Foundation Medicine and Natera Launch Full Commercial Launch of FoundationOneTracker Utilizing Signatera for Treatment Response Monitoring
Foundation Medicine, Inc., and Natera, Inc. have jointly announced the wide-scale clinical launch of FoundationOne®Tracker, a personalized tissue-informed circulating tumor DNA (ctDNA) test designed for monitoring cancer patients’ response to therapy. This monitoring solution is now available to all healthcare providers in the United States seeking to personalize their patients’ treatment response monitoring (TRM). In January, the company’s announced the launch for early access use and use in clinical trials.
Moreover, the Centers for Medicare & Medicaid Services (CMS) Palmetto GBA Molecular Diagnostics Program (MolDX) has confirmed, as of June 17, 2023, that FoundationOne Tracker is eligible for coverage for monitoring the response to immune-checkpoint inhibitor (ICI) therapy for qualifying Medicare beneficiaries with all solid tumors.
FoundationOne Tracker is a ctDNA monitoring test that combines genomic information from FoundationOne®CDx, Foundation Medicine’s tissue-based comprehensive genomic profiling test, with personalized assay design and ctDNA analysis provided by Natera’s Signatera® test. The test is administered serially to monitor patients’ response to therapy, assisting physicians in identifying patients who may be resistant to current treatments and require alternative therapies. It can also identify patients who are responding well to therapy and may benefit from dose reduction or therapy discontinuation.
While imaging techniques such as CT scans and MRIs are the conventional methods for monitoring cancer patients’ treatment response, they have limitations depending on the cancer type and prescribed treatment. FoundationOne Tracker, when used alongside imaging, enhances confidence in treatment monitoring and decision-making. Natera’s Signatera test has been found to be able to detect cancer months prior to imaging.
“Tissue-informed ctDNA monitoring is a natural extension of Foundation Medicine’s current genomic testing portfolio, and we believe this new offering will further enable oncologists to make the best possible decisions about their patients’ care through actionable and personalized data,” stated Brian Alexander, M.D., Chief Executive Officer of Foundation Medicine.
Natera’s Chief Executive Officer, Steve Chapman, emphasized the significance of this development for patients, highlighting the partnership with Foundation Medicine and the Medicare coverage decision, which enhances access to Natera’s core technology for personalized immunotherapy monitoring.

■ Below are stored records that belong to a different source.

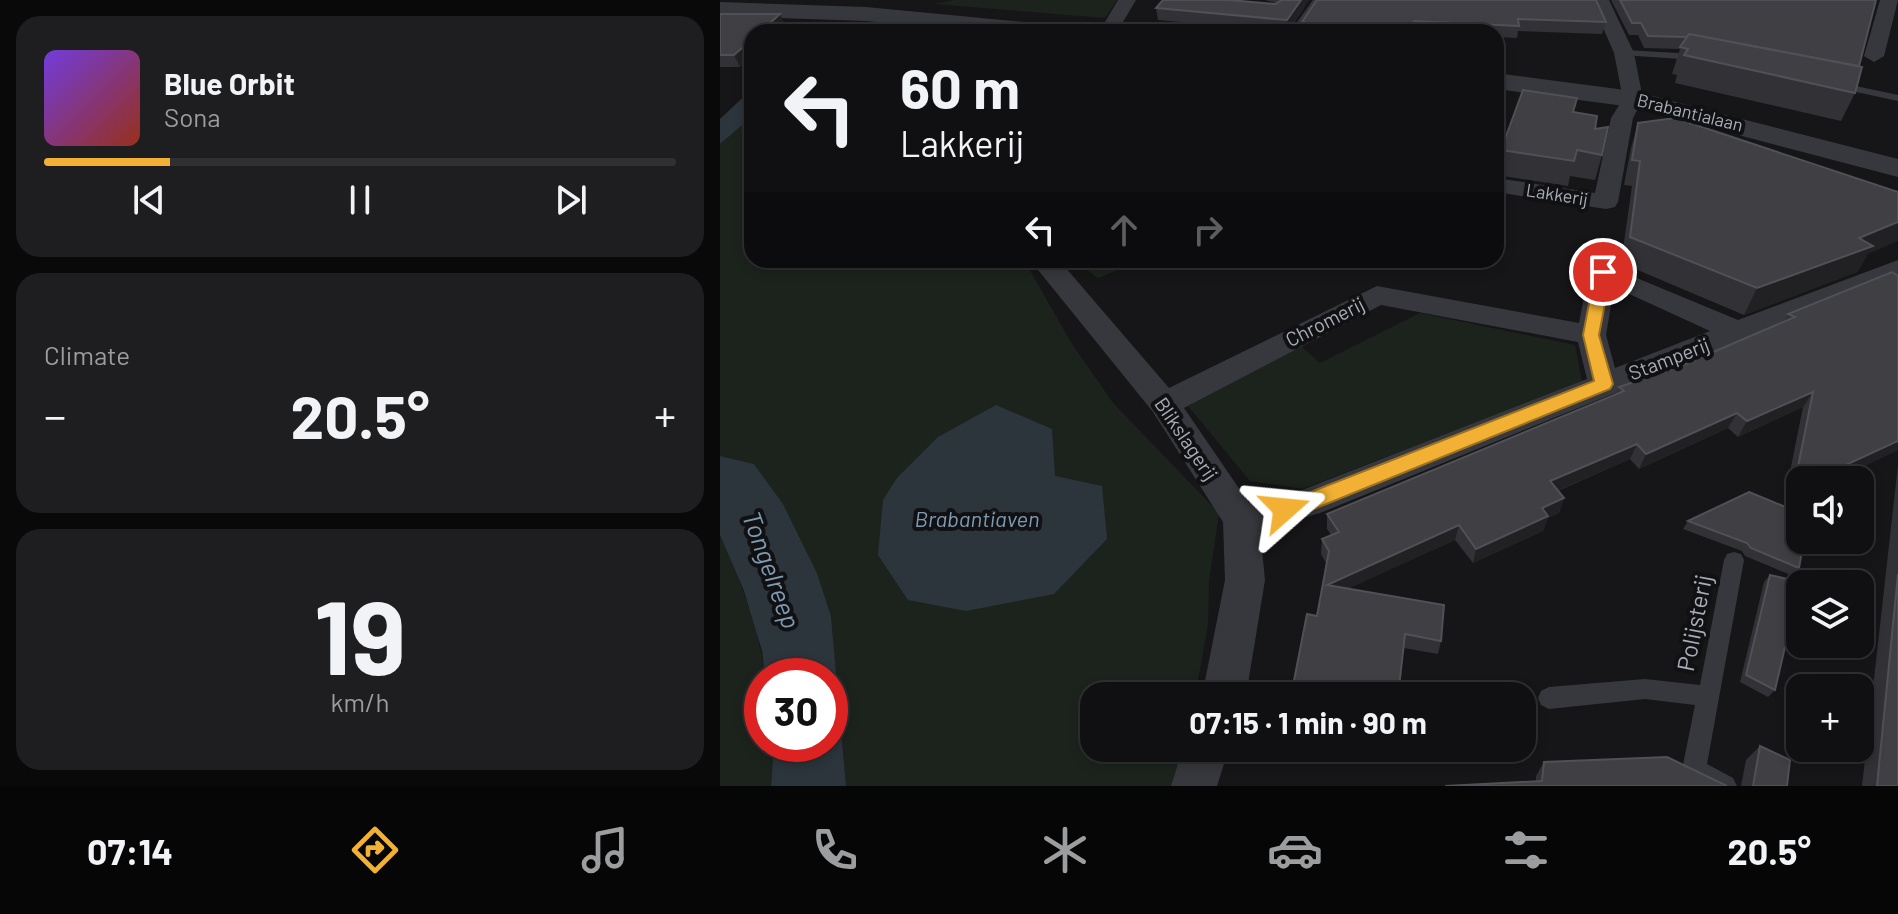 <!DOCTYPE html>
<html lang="en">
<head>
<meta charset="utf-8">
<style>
  :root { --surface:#101012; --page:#1e1e20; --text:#f1f3f6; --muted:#9c9d9f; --line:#303032; --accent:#f2b134 }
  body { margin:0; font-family:Barlow,sans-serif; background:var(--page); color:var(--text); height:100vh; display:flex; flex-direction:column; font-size:30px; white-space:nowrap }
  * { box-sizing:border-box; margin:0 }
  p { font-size:26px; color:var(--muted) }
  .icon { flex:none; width:44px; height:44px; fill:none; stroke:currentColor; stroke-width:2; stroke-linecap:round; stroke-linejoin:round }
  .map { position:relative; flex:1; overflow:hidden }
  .sheet { display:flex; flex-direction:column; gap:16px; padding:16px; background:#09090a; width:720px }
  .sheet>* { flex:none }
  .banner { position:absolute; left:24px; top:24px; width:760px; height:244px; border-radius:24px; box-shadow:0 4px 12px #0003,0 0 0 2px var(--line); background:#101012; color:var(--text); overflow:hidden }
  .tools { position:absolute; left:1066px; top:466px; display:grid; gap:16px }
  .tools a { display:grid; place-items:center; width:88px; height:88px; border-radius:16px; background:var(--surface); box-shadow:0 4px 12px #0003,0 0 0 2px var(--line); font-size:40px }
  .speed { position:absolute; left:24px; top:658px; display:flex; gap:16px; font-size:40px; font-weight:700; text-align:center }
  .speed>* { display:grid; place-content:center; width:104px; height:104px; border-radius:50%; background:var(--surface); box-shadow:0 4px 12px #0003,0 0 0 2px var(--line); line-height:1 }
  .speed .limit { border:12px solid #d22; background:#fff; color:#111 }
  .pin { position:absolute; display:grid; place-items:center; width:68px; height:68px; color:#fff; margin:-34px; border:4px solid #fff; border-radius:50%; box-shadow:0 2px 8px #0007 }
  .me { position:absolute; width:88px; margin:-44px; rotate:72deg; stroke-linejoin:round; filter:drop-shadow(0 0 6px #0008) }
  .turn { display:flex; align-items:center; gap:28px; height:168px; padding:0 24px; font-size:36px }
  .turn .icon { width:104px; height:104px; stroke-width:2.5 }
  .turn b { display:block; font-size:56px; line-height:68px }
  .lanes { display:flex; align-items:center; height:76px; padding:0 24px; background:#0003; justify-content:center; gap:40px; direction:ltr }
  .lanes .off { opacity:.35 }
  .big { font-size:60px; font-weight:700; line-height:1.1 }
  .sheet .card { flex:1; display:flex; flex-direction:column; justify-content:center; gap:12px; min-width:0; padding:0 28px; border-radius:24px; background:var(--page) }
  .sheet .dial { align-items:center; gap:0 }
  .dial b { font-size:104px; line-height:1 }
  .song { display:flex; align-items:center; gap:24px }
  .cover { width:96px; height:96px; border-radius:12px; background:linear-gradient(135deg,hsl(260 70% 55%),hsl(10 70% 35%)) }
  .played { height:8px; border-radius:4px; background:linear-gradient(90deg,var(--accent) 20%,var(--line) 20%) }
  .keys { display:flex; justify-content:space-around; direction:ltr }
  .heat { display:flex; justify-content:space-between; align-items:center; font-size:44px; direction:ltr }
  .trip { position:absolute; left:360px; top:682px; width:456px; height:80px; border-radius:24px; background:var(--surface); box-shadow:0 4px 12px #0003,0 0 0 2px var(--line); font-weight:700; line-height:80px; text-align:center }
  .tab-bar { display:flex; height:128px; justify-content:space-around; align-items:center; background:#060607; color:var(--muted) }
  .tab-bar .icon { width:56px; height:56px }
  .tab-bar .active { color:var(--accent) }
  .tab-bar b { font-size:36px; color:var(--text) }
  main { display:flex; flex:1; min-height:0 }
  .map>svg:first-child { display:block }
</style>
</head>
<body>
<main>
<section class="sheet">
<div class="card">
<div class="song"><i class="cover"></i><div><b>Blue Orbit</b><p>Sona</p></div></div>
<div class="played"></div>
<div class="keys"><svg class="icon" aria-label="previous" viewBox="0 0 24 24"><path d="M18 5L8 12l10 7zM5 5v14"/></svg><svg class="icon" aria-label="pause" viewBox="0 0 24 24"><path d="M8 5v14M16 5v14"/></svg><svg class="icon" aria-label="next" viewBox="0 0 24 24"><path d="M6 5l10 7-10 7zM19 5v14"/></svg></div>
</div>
<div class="card"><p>Climate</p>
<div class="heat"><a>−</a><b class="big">20.5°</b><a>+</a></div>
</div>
<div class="card dial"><b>19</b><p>km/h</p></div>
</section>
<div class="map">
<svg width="1178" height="786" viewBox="0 0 1178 786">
  <rect width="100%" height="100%" fill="#161618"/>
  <g fill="#1c231d">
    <polygon points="233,0 397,0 385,18 215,4"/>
    <polygon points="32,117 32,260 304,260 352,344 394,404 499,513 489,581 488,625 475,696 374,696 374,748 466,748 459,786 126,786 111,616 97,573 63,504 34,464 0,456 0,144"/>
    <polygon points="354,260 422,260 378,278"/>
    <polygon points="700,313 855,345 862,382 582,489 530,481 468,406 581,346 600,363"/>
    <path d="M0,535C20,581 39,626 45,676H42V744H54L51,786H0Z"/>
  </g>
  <g fill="#2c353c">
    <polygon points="32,89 32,117 0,144 0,119"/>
    <polygon points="276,405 332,429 335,476 382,486 387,539 334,594 246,611 188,600 158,555 163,500 177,478 218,437"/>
    <polygon points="0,456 34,464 63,504 97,573 111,616 126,786 51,786 54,744 110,744 110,676 45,676 42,651 24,591 0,535"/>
  </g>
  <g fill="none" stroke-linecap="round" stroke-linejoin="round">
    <polyline stroke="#3d3f44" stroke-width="3" stroke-dasharray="2 4" stroke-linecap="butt" points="420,31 432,32"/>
    <g fill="#37383d" fill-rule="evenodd">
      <polygon points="593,0 601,0 580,32 570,32"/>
      <polygon points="904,50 976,54 981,57 976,60 901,55 899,53"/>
      <polygon points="1117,82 1178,95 1178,101 1113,87 1112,85"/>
      <path d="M1014,552L1021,554L1024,560L987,764L1013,778L1017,786C998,786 971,786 962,770L975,705L925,699L829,709L821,705L818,698L821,691L829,687L925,679L980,685L1004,560L1007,554Z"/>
    </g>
    <g fill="#37383d" fill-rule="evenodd">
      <polygon points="398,0 416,0 397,32 379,32"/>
      <polygon points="871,0 889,0 914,53 923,99 913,118 898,202 895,207 886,209 776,192 776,178 875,193 891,118 903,99 894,53"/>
      <polygon points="1160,0 1178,0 1164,56 1154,62 1144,56"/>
      <path d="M310,260H339L449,388L657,286L859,323L869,272L873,266L883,264L1018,320L1178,260V278L600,513L540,530L545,580L526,696H482L505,580L503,522L433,412ZM894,287L990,331L895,368L886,335ZM661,305L858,342L867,379L582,490L529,503L464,408Z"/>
      <polygon points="463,748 509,748 497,786 451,786"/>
    </g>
    <g fill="#37383d" fill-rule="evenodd">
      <polygon points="0,2 146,7 334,25 342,27 346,32 263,32 146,21 0,16"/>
      <polygon points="776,73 913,91 1178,159 1178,177 912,107 776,89"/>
    </g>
  </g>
  <g fill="#323236">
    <polygon points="535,0 589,0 568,32 438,20 436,8 557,3 545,0"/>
    <polygon points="597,0 886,22 882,34 798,31 797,38 776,37 776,32 581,32 582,22"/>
    <polygon points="891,0 1156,0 1139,66 1135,93 1121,121 955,83 957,75 952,74 960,49 924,48 918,35 909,35"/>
    <polygon points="0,14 65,25 58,32 32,32 32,56 20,67 0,67"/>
    <polygon points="853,112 875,129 882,155 875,180 850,176 848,186 776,175 781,150"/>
    <polygon points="918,123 1148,254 1137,272 1024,315 901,263 912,186 904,185 911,148"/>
    <polygon points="1178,276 1178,450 1114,480 1080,480 1080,493 1068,482 1083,407 1018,437 1008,428 919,469 910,459 838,491 844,498 839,513 828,518 823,531 753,563 735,540 629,588 721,641 718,654 684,648 597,616 606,563 601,554 602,539 611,535 607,529 607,514 895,395 899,387 963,365 1063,323 1068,314"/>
    <polygon points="1178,465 1178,786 1142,786"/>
    <polygon points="1029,492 1079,568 1073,576 1025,556 1022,551 963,529 968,521"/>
    <polygon points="1050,575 1055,690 1048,697 1020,682 1044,582"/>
    <polygon points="1040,746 1067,786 1021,786 1026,760"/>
    <polygon points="631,748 672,748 670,755"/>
    <polygon points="824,762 1007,786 816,782 816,776"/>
  </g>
  <g fill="#212124">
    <polygon points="581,0 589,0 567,32 567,20"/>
    <polygon points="60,14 65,25 58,32 40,32"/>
    <polygon points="32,39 32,56 20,67 14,55"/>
    <polygon points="1178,222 1178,241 1148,254 1137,272 1024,315 1037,288 1139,238"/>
    <polygon points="1093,392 1083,407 1018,437 1027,421"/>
    <polygon points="1017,413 1008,428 919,469 926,454"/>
    <polygon points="1178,441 1178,450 1114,480 1093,480"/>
    <polygon points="917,444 910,459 825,496 830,481"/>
    <polygon points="844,498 839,513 828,518 823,531 753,563 756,549 822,508"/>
    <polygon points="739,525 735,540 606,599 607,585"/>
  </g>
  <g fill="#3f3f44" stroke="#4f5156" stroke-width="2">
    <polygon points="443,0 509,0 555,4 562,0 581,0 567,20 436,8"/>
    <polygon points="597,0 876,0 886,22 798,19 799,26 694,21 689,32 621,32 581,28 584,22 582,22"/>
    <polygon points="900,0 1156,0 1139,66 969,34 967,37 928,36 921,23 912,23"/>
    <polygon points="0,14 60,14 40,32 32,32 32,39 14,55 0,55"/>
    <polygon points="969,34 1142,67 1135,93 964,55 968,49 960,47"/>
    <polygon points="803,90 857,98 853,112 877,116 875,129 888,127 882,155 857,150 854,161 781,150"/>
    <polygon points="955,118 1178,192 1178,222 1139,238 1153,246 1037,288 910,237 920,161 912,160 918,123"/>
    <polygon points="1172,272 1178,276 1178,441 1093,480 1078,467 1093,392 1027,421 1017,413 926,454 917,444 830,481 844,498 822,508 828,516 756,549 739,525 607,585 724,605 721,641 685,634 678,696 571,696 587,614 597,616 609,551 602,539 619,532 607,514 904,391 899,387 963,365 1075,317 1068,314"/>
    <polygon points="1029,492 1080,513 1080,540 1084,540 1079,568 1031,548 1027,543 968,521"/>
    <polygon points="1178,574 1178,786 1157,786"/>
    <polygon points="1050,575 1080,582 1055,690 1026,675"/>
    <polygon points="1040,746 1070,760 1067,786 1033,786"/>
    <polygon points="947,757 1007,786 725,786 822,781 824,762"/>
  </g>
  <polygon fill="#f2b134" stroke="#9d7322" stroke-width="2" points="883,267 891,272 879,335 893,384 890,389 594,509 565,517 557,515 554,509 557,503 583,495 874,381 863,335 875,272"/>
  <g text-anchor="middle" stroke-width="8" stroke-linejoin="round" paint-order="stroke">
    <g font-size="18" fill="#a8adb8" stroke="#111113">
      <text transform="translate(970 113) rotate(14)" y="6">Brabantialaan</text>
      <text transform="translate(837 195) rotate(9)" y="6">Lakkerij</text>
    </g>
    <g font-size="20" fill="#a8adb8" stroke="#111113">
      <text transform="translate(605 322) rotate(-27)" y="7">Chromerij</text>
      <text transform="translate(949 359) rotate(-21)" y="7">Stamperij</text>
      <text transform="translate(466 439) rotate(56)" y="7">Blikslagerij</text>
    </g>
    <g font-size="22" font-style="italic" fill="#7f9bb3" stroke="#111113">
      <text x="257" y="527">Brabantiaven</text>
    </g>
    <g font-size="24" fill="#a8adb8" stroke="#111113">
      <text transform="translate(975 623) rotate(-79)" y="8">Polijsterij</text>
    </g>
    <g font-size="26" font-style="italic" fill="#7f9bb3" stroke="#111113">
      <text transform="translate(51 570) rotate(70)" y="9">Tongelreep</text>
    </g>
  </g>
</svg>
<div class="tools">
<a><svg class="icon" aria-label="sound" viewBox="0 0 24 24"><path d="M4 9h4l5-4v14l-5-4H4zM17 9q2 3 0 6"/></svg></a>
<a><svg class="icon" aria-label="layers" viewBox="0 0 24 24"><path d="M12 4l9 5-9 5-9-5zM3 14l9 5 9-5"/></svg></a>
<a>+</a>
</div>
<div class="speed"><div class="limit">30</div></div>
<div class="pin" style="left:883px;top:272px;background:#d93025"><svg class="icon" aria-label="arrive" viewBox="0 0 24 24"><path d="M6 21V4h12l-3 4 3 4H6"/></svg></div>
<svg class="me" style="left:565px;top:509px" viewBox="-20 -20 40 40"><path d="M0-17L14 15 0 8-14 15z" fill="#f2b134" stroke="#fff" stroke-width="4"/></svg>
<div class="trip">07:15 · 1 min · 90 m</div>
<div class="banner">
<div class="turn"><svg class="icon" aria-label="left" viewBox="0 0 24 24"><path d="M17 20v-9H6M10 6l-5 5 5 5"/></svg><div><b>60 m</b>Lakkerij</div></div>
<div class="lanes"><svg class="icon" aria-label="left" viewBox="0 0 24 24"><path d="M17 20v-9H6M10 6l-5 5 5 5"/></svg><svg class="icon off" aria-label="ahead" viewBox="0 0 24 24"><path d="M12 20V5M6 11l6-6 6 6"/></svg><svg class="icon off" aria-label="right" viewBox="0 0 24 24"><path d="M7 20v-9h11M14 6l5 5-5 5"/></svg></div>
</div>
</div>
</main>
<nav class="tab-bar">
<b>07:14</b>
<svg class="icon active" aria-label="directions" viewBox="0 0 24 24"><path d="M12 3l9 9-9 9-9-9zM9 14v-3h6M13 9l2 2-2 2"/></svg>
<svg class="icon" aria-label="music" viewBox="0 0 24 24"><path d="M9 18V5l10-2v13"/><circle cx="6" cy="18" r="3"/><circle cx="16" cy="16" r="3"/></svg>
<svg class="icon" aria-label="phone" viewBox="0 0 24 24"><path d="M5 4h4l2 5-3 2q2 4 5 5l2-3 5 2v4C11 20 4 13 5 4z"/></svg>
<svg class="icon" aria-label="climate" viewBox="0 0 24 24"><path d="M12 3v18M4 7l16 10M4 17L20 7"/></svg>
<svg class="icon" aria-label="car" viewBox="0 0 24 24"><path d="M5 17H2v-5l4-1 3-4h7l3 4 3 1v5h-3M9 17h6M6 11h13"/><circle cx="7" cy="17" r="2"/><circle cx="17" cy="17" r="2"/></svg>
<svg class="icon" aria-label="filters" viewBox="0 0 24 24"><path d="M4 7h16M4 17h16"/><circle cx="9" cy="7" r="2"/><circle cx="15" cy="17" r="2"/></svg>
<b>20.5°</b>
</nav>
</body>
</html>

Several recent publications have validated the clinical efficacy of FoundationOne Tracker for late-stage monitoring. One study presented at this year’s American Society of Clinical Oncology (ASCO) annual meeting and published in Clinical Cancer Research revealed that FoundationOne Tracker can inform outcomes of maintenance immunotherapy in patients with advanced non-small cell lung cancer. The study evaluated the use of Chemo-immunotherapy (chemoIO), a common first-line treatment for advanced driver-negative non-small cell lung cancer (NSCLC), often followed by maintenance immunotherapy, where there is significant variability in how maintenance therapy is administered. The study researchers used ctDNA monitoring from Signatera in 221 patients with squamous NSCLC receiving chemoIO. They found that ctDNA monitoring helped identify patients at higher risk for disease progression, even in cases where baseline ctDNA was missing, and may assist in selecting personalized maintenance strategies for patients undergoing chemoIO.
Additionally, research from the OMICO-MoST study, featured in Molecular Oncology, demonstrated that as early as four weeks after treatment, a decline in ctDNA was predictive of improved overall survival. In two patients with complete responses, ctDNA clearance, or complete removal of ctDNA, preceded any scan-based response, providing potential advantages in the use of ctDNA for response assessment.